1475. Palacio de verano de Visegrád, Reino de Hungría

El olor a hierro y sangre persistía en su memoria como un tributo inevitable por el trono: la sangre, al fin y al cabo, no era más que una moneda de cambio. En los campos teñidos de muerte, entre cadáveres y moribundos, suplicando una muerte rápida, Vlad encontraba la única paz tras la batalla: el amanecer rojizo y silencioso. Ese momento le recordaba que cada vida tomada era un peldaño hacia su destino: reinar en Valaquia, vengar a su padre y hermano, y reclamar lo que le pertenecía por derecho.

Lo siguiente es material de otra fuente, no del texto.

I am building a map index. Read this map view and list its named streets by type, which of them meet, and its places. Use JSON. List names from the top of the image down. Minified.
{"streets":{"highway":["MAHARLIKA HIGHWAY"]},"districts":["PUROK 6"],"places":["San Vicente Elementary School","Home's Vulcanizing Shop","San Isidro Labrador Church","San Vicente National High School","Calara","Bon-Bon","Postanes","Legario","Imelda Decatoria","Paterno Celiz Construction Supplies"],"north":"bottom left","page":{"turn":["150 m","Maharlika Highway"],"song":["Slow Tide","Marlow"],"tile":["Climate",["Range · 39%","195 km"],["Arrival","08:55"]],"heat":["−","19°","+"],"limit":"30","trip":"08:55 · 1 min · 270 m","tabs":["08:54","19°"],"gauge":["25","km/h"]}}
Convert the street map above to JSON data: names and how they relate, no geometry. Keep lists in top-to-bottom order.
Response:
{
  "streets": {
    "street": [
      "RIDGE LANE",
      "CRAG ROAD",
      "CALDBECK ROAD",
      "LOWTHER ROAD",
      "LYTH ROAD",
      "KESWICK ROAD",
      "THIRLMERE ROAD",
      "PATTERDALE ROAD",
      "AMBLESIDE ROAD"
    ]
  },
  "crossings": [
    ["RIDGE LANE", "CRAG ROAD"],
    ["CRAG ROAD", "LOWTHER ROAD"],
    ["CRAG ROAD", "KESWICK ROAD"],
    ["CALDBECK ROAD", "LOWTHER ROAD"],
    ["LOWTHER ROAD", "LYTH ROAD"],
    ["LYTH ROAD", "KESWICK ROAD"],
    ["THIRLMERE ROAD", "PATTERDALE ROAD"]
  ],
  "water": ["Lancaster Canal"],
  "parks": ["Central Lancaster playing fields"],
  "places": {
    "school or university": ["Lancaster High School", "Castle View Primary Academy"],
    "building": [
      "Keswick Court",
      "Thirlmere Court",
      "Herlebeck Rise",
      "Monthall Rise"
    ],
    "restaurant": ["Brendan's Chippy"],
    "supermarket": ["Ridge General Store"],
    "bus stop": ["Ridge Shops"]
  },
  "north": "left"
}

Había intentado evitar la masacre. Disfrazado de turco, planeaba asesinar al sultán sin sacrificar ni una vida valaca. Pero falló. La batalla se desencadenó antes de tiempo, los flancos no se unieron, y el caos dominó. Se vio obligado a luchar, espada en mano, cabalgando como un demonio entre los cuerpos, degollando, cortando, gritando, sintiendo el pulso de la victoria.
Y entonces lo vio: Matías Corvino, rey de Hungría, con su corona resplandeciente y su mirada cargada de lástima. No era ayuda lo que ofrecía, sino piedad. Una traición más. Matías había preferido asegurarse la corona de San Esteban antes que cumplir su promesa de apoyo. Vlad no le debía nada: ni lealtad, ni sumisión. En Valaquia, el único soberano sin tributo a los otomanos era él.
El corazón le dio un salto, como antes de cada victoria. Pero despertó. No en el campo de batalla, sino en una habitación del palacio de Visegrád. Llevaba más de una década prisionero —aunque Matías jamás lo admitiría—, alojado como “huésped”, arma o moneda política, el más famoso de todos. Bajo la apariencia de protector cristiano y amante de las artes, Matías libraba sus batallas con diplomacia, no con espadas.
Y Vlad, encerrado, seguía esperando. Matías le había entregado a su hermana Ilona como esposa, una alianza política disfrazada de lazo familiar. En ese palacio habían nacido sus hijos, herederos al trono de Hungrovlaquia. Pero el ejército prometido nunca llegaba, y el momento de recuperar Valaquia parecía siempre lejano.
Cada día era igual: despertar no en su patria, sino en una jaula dorada. Vlad, el príncipe exiliado, el legítimo heredero, seguía aguardando el instante de cruzar los Cárpatos y reclamar su trono. Matías decía que ese día llegaría. Pero mientras tanto, el amanecer en Visegrád no olía a hierro ni a gloria. Solo a encierro.